The tables show correlation coefficients between the two terms.
In short, we have a very small sample, but it does show some level of correlation: when we look at pages with both terms, more uses of AI tend to mean more mentions of AI.
from web_observatory import co_occurrence
co_occurrence(words, [" ai ", "efficiency"])
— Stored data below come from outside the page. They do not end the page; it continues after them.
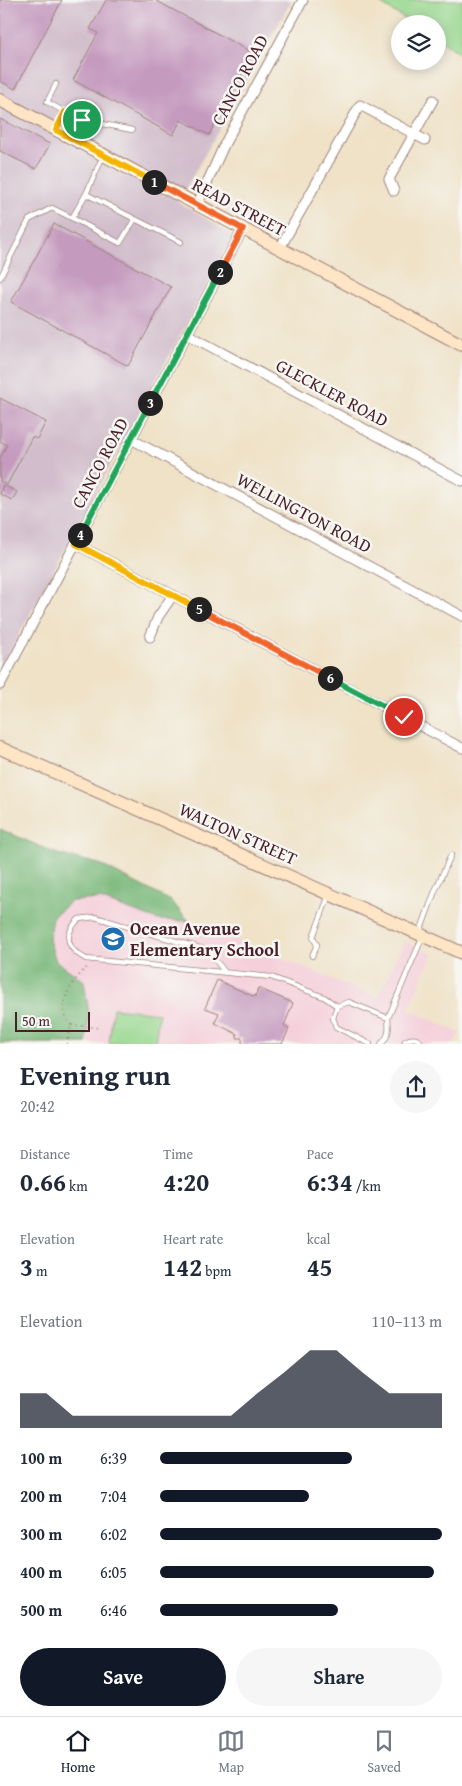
<!DOCTYPE html>
<html lang="en">
<head>
<meta charset="utf-8">
<style>
	body { margin:0; font-family:"Gentium Book Plus",serif; background:#f6f6f7; color:#1f2937; height:100vh; display:flex; flex-direction:column; font-size:19px; white-space:nowrap }
	* { box-sizing:border-box; margin:0 }
	p { font-size:16px; color:#747a83 }
	.icon { flex:none; width:28px; height:28px; fill:none; stroke:currentColor; stroke-width:2; stroke-linecap:round; stroke-linejoin:round }
	.map { position:relative; height:1044px; overflow:hidden }
	.details { display:flex; flex-direction:column; background:#fff; flex:1 }
	.details>* { flex:none }
	.tools { position:absolute; left:391px; top:15px; display:grid; gap:10px }
	.tools a { display:grid; place-items:center; width:55px; height:55px; border-radius:50%; background:#fff; box-shadow:0 2px 12px #0003; font-size:25px }
	.scale { position:absolute; left:15px; bottom:12px; width:75px; box-sizing:border-box; padding-left:5px; border:2px solid #4a1f2b; border-top:0; font-size:14px; line-height:18px; white-space:nowrap; color:#4a1f2b; -webkit-text-stroke:4px #f6f6f2; paint-order:stroke }
	.pin { position:absolute; display:grid; place-items:center; width:42px; height:42px; color:#fff; margin:-21px; border:2px solid #fff; border-radius:50%; box-shadow:0 1px 5px #0007 }
	.km { position:absolute; width:25px; height:25px; margin:-12px; border-radius:50%; background:#222; color:#fff; font-size:14px; line-height:25px; text-align:center }
	.round { display:grid; place-items:center; flex:none; width:52px; height:52px; border-radius:26px; background:#f6f6f7 }
	.headline { display:flex; align-items:center; justify-content:space-between; height:85px; padding:0 20px }
	h1 { font-size:28px; font-weight:700; line-height:38px }
	.metrics { display:grid; grid-template-columns:repeat(3,1fr); gap:8px; height:85px; padding:5px 20px }
	.metrics div { display:grid; align-content:center }
	.metrics b { font-size:25px; font-weight:700 }
	.metrics small { font-size:14px; font-weight:400 }
	.metrics p { font-size:14px }
	.chart { height:140px; padding:10px 20px }
	.chart p { display:flex; justify-content:space-between }
	.chart svg { width:100%; height:90px; margin-top:5px; fill:#111827; opacity:.7 }
	.cta { display:flex; gap:10px; margin-top:auto; padding:10px 20px }
	.cta a { flex:1; height:58px; border-radius:30px; background:#111827; color:#fff; font-size:20px; font-weight:700; line-height:58px; text-align:center }
	.cta a+a { background:#f6f6f7; color:#1f2937 }
	ul { padding:0 20px; list-style:none; font-size:16px }
	li { display:grid; grid-template-columns:80px 60px 1fr; align-items:center; height:38px }
	li i { height:12px; border-radius:6px; background:#111827 }
	.tab-bar { display:flex; justify-content:space-around; align-items:center; height:70px; border-top:1px solid #e0e1e3; background:#fff; font-size:14px; color:#747a83 }
	.tab-bar a { display:grid; justify-items:center; gap:2px }
	.tab-bar .current { color:#111827 }
	.map>svg:first-child { display:block }
	.built { fill:#f5cfda }
	.industrial { fill:#d1bdcb }
	.green { fill:#97d78e; stroke:#707b5c }
	.forest { fill:#79b879; stroke:#626c52 }
	.building { fill:#c49abe }
	.lines { fill:none; stroke-linecap:round; stroke-linejoin:round }
	.lane-casing { stroke:#9c8079; stroke-width:6 }
	.street-casing { stroke:#9c8079; stroke-width:11 }
	.secondary-casing { stroke:#9c8079; stroke-width:14 }
	.path { stroke:#9c8079; stroke-width:2; stroke-dasharray:1 4; stroke-linecap:butt }
	.lane { stroke:#fff; stroke-width:4.5 }
	.street { stroke:#fff; stroke-width:9 }
	.secondary { stroke:#fee5c5; stroke-width:12 }
	.split-1-casing { stroke:#fff; stroke-width:10 }
	.split-2-casing { stroke:#fff; stroke-width:10 }
	.split-3-casing { stroke:#fff; stroke-width:10 }
	.split-4-casing { stroke:#fff; stroke-width:10 }
	.split-5-casing { stroke:#fff; stroke-width:10 }
	.split-6-casing { stroke:#fff; stroke-width:10 }
	.split-7-casing { stroke:#fff; stroke-width:10 }
	.split-1 { stroke:#f5b400; stroke-width:6 }
	.split-2 { stroke:#f0652b; stroke-width:6 }
	.split-3 { stroke:#22a559; stroke-width:6 }
	.split-4 { stroke:#22a559; stroke-width:6 }
	.split-5 { stroke:#f5b400; stroke-width:6 }
	.split-6 { stroke:#f0652b; stroke-width:6 }
	.split-7 { stroke:#22a559; stroke-width:6 }
	.labels { text-anchor:middle; stroke-width:5; stroke-linejoin:round; paint-order:stroke }
	.street-label { font-size:18px; fill:#4a1f2b; stroke:#f6f6f2 }
	.poi-label { font-size:18px; font-weight:bold; fill:#4a1f2b; stroke:#f6f6f2; text-anchor:start }
</style>
</head>
<body>
<div class="map">
<svg width="462" height="1044" viewBox="0 0 462 1044">
	<rect width="100%" height="100%" fill="#f6f6f2"/>
	<filter id="ink" filterUnits="userSpaceOnUse"><feTurbulence type="fractalNoise" baseFrequency=".02" numOctaves="2"/><feDisplacementMap in="SourceGraphic" scale="10" xChannelSelector="R" yChannelSelector="G"/><feConvolveMatrix kernelMatrix="1 2 1 2 8 2 1 2 1" color-interpolation-filters="sRGB"/></filter>
	<filter id="wash" filterUnits="userSpaceOnUse"><feTurbulence type="fractalNoise" baseFrequency=".0096" numOctaves="4" result="noise"/><feDisplacementMap in="SourceGraphic" scale="20" xChannelSelector="R" yChannelSelector="G"/><feGaussianBlur stdDeviation="1.12" result="paint"/><feColorMatrix in="noise" values="0 0 0 0 0 0 0 0 0 0 0 0 0 0 0 0 0 1.4 0 .05"/><feComposite in="paint" operator="in"/></filter>
	<g filter="url(#wash)">
		<rect width="100%" height="100%" fill="#efe2c7"/>
		<path class="built" d="M0,838l192,81 -1,4 40,18 2,-3 145,60 26,-57 29,13 -25,56 53,23 -9,11 -452,-1z"/>
		<path class="industrial" d="M0,0h292l-114,202 56,33 -234,435z"/>
		<path class="green" d="M375,0h87v55l-24,-16v-15h-25z
			M113,1008l46,5 -4,30h-46z"/>
		<path class="forest" d="M0,829l57,25 42,10 72,37 18,20 -31,-1 -58,-21 -29,2 -19,16 -3,23 7,21 28,20 5,33 -3,29h-86z"/>
		<g id="blocks">
			<path class="building" d="M0,0h62l-47,89 -15,-8z
				M106,0h49l98,53 -44,82 -28,-15 -8,15 -100,-55 25,-47 -8,-4z
				M0,119l50,25 -14,25 -36,-18z
				M54,224l117,63 -43,79 -117,-64z
				M0,398l46,24 -9,17 -5,-2 -25,48 -7,-4v-23l7,-13 -7,-4z
				M3,485l14,7 -5,8 -12,-6z
				M217,980l38,17 3,-9 35,15 -9,23 5,3 -7,15h-40v-6h-5v-4l-22,-11 4,-10 -14,-5z"/>
		</g>
	</g>
	<g filter="url(#ink)">
		<use href="#blocks" fill-opacity="0" stroke="#9c8079" stroke-width="1"/>
		<g class="lines">
			<defs>
				<path id="lane" d="M56,84l-9,18 18,10
					M57,129l8,-17 18,8 49,10
					M86,194l49,25 -15,24 -48,-25 14,-24 17,-38
					M135,219l46,23
					M0,278l29,-58 23,-12 20,10
					M420,932l15,-41 16,-36
					M312,956l5,-11 -4,-8 16,-42
					M224,971l-14,-18 -7,-4 -108,-32 -16,2c-17,17 -12,30 7,40l185,18 53,20 13,9
					M337,1006l12,-4 39,16 34,-80
					M337,1006l-4,12 3,9 34,17
					M381,1044c9,-8 8,-16 7,-26
					M404,1044l1,-3c7,-4 12,-4 17,3"/>
				<path id="street" d="M394,191l-5,-12 44,-79
					M197,205l28,-62 78,-143
					M280,248l80,-143 65,35
					M187,334l275,147
					M131,439l331,177
					M76,544l386,204
					M150,637l8,-20 15,-22
					M0,685l243,-456"/>
				<path id="secondary" d="M0,100l462,245
					M0,748l462,205"/>
			</defs>
			<use href="#lane" class="lane-casing"/>
			<use href="#street" class="street-casing"/>
			<use href="#secondary" class="secondary-casing"/>
			<path class="path" d="M71,1025c-18,-20 2,-44 17,-59
				M67,1044l4,-19 29,3"/>
			<use href="#lane" class="lane"/>
			<use href="#street" class="street"/>
			<use href="#secondary" class="secondary"/>
		</g>
	</g>
	<g class="lines" filter="url(#ink)">
		<defs>
			<path id="split-1" d="M82,120l-17,-8 -9,18 98,52"/>
			<path id="split-2" d="M154,182l89,47 -23,43"/>
			<path id="split-3" d="M150,403l70,-131"/>
			<path id="split-4" d="M80,535l70,-132"/>
			<path id="split-5" d="M80,535l-4,9 123,65"/>
			<path id="split-6" d="M199,609l131,69"/>
			<path id="split-7" d="M330,678l74,39"/>
		</defs>
		<use href="#split-1" class="split-1-casing"/>
		<use href="#split-2" class="split-2-casing"/>
		<use href="#split-3" class="split-3-casing"/>
		<use href="#split-4" class="split-4-casing"/>
		<use href="#split-5" class="split-5-casing"/>
		<use href="#split-6" class="split-6-casing"/>
		<use href="#split-7" class="split-7-casing"/>
		<use href="#split-1" class="split-1"/>
		<use href="#split-2" class="split-2"/>
		<use href="#split-3" class="split-3"/>
		<use href="#split-4" class="split-4"/>
		<use href="#split-5" class="split-5"/>
		<use href="#split-6" class="split-6"/>
		<use href="#split-7" class="split-7"/>
	</g>
	<defs>
		<symbol id="school-disc" viewBox="-11 -11 22 22"><circle r="9.5" fill="#1f6fb2" stroke="#f6f6f2"/><path d="M0-5L7-2L0 1L-7-2ZM-4 1L0 2.5L4 1V4Q0 6-4 4Z" fill="#fff"/></symbol>
	</defs>
	<g fill-rule="evenodd">
		<use href="#school-disc" x="99" y="925" width="28" height="28"/>
	</g>
	<g class="labels">
		<g class="street-label">
			<text transform="translate(240 80) rotate(-62)" y="6">CANCO ROAD</text>
			<text transform="translate(239 207) rotate(28)" y="6">READ STREET</text>
			<text transform="translate(332 393) rotate(28)" y="6">GLECKLER ROAD</text>
			<text transform="translate(100 463) rotate(-62)" y="6">CANCO ROAD</text>
			<text transform="translate(304 513) rotate(28)" y="6">WELLINGTON ROAD</text>
			<text transform="translate(238 834) rotate(24)" y="6">WALTON STREET</text>
		</g>
		<g class="poi-label">
			<text x="130" y="935">Ocean Avenue<tspan x="130" dy="21">Elementary School</tspan></text>
		</g>
	</g>
</svg>
<div class="tools">
<a><svg class="icon" aria-label="layers" viewBox="0 0 24 24"><path d="M12 4l9 5-9 5-9-5zM3 14l9 5 9-5"/></svg></a>
</div>
<div class="scale">50 m</div>
<div class="pin" style="left:82px;top:120px;background:#1e9e55"><svg class="icon" aria-label="arrive" viewBox="0 0 24 24"><path d="M6 21V4h12l-3 4 3 4H6"/></svg></div>
<div class="pin" style="left:404px;top:717px;background:#d93025"><svg class="icon" aria-label="check" viewBox="0 0 24 24"><path d="M5 12l5 5 9-10"/></svg></div>
<b class="km" style="left:154px;top:182px">1</b>
<b class="km" style="left:220px;top:272px">2</b>
<b class="km" style="left:150px;top:403px">3</b>
<b class="km" style="left:80px;top:535px">4</b>
<b class="km" style="left:199px;top:609px">5</b>
<b class="km" style="left:330px;top:678px">6</b>
</div>
<section class="details">
<div class="headline"><div><h1>Evening run</h1><p>20:42</p></div><a class="round"><svg class="icon" aria-label="share" viewBox="0 0 24 24"><path d="M12 15V3M7 8l5-5 5 5M5 13v7h14v-7"/></svg></a></div>
<div class="metrics">
<div><p>Distance</p><b>0.66<small> km</small></b></div>
<div><p>Time</p><b>4:20</b></div>
<div><p>Pace</p><b>6:34<small> /km</small></b></div>
</div>
<div class="metrics">
<div><p>Elevation</p><b>3<small> m</small></b></div>
<div><p>Heart rate</p><b>142<small> bpm</small></b></div>
<div><p>kcal</p><b>45</b></div>
</div>
<div class="chart"><p><span>Elevation</span>110–113 m</p>
<svg viewBox="0 0 160 44" preserveAspectRatio="none"><path d="M0 44V27L10 27L20 38L30 38L40 38L50 38L60 38L70 38L80 38L90 27L100 17L110 6L120 6L130 17L140 27L150 27L160 27V44z"/></svg>
</div>
<ul>
<li><b>100 m</b>6:39<i style="width:68%"></i></li>
<li><b>200 m</b>7:04<i style="width:53%"></i></li>
<li><b>300 m</b>6:02<i style="width:100%"></i></li>
<li><b>400 m</b>6:05<i style="width:97%"></i></li>
<li><b>500 m</b>6:46<i style="width:63%"></i></li>
</ul>
<div class="cta"><a>Save</a><a>Share</a></div>
</section>
<nav class="tab-bar">
<a class="current"><svg class="icon" aria-label="home" viewBox="0 0 24 24"><path d="M3 11l9-7 9 7M6 9v11h12V9"/></svg>Home</a>
<a><svg class="icon" aria-label="map" viewBox="0 0 24 24"><path d="M3 6l6-2 6 2 6-2v14l-6 2-6-2-6 2zM9 4v14M15 6v14"/></svg>Map</a>
<a><svg class="icon" aria-label="saved" viewBox="0 0 24 24"><path d="M7 4h10v16l-5-4-5 4z"/></svg>Saved</a>
</nav>
</body>
</html>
url | domain | source | date | ai | efficiency |
---|---|---|---|---|---|
https://bethesdagreen.org/where-ai-environment… | bethesdagreen | None | 40 | 1 | |
https://news.climate.columbia.edu/2018/06/05/a… | columbia | None | 44 | 4 | |
https://www.frontiersin.org/articles/10.3389/f… | frontiersin | None | 3 | 5 | |
https://www.nature.org/en-us/about-us/who-we-a… | nature | None | 4 | 1 | |
https://www.linkedin.com/pulse/ai-environment-… | None | 87 | 8 | ||
https://2030.builders/8-ways-ai-can-contribute… | 2030 | None | 41 | 8 |
The above provides a bit more detail on where the two terms of interest are being used together.
A CSV file representing this data - and all the the other tables produced here - is now available in the “Files” panel on the left-hand side of Colab.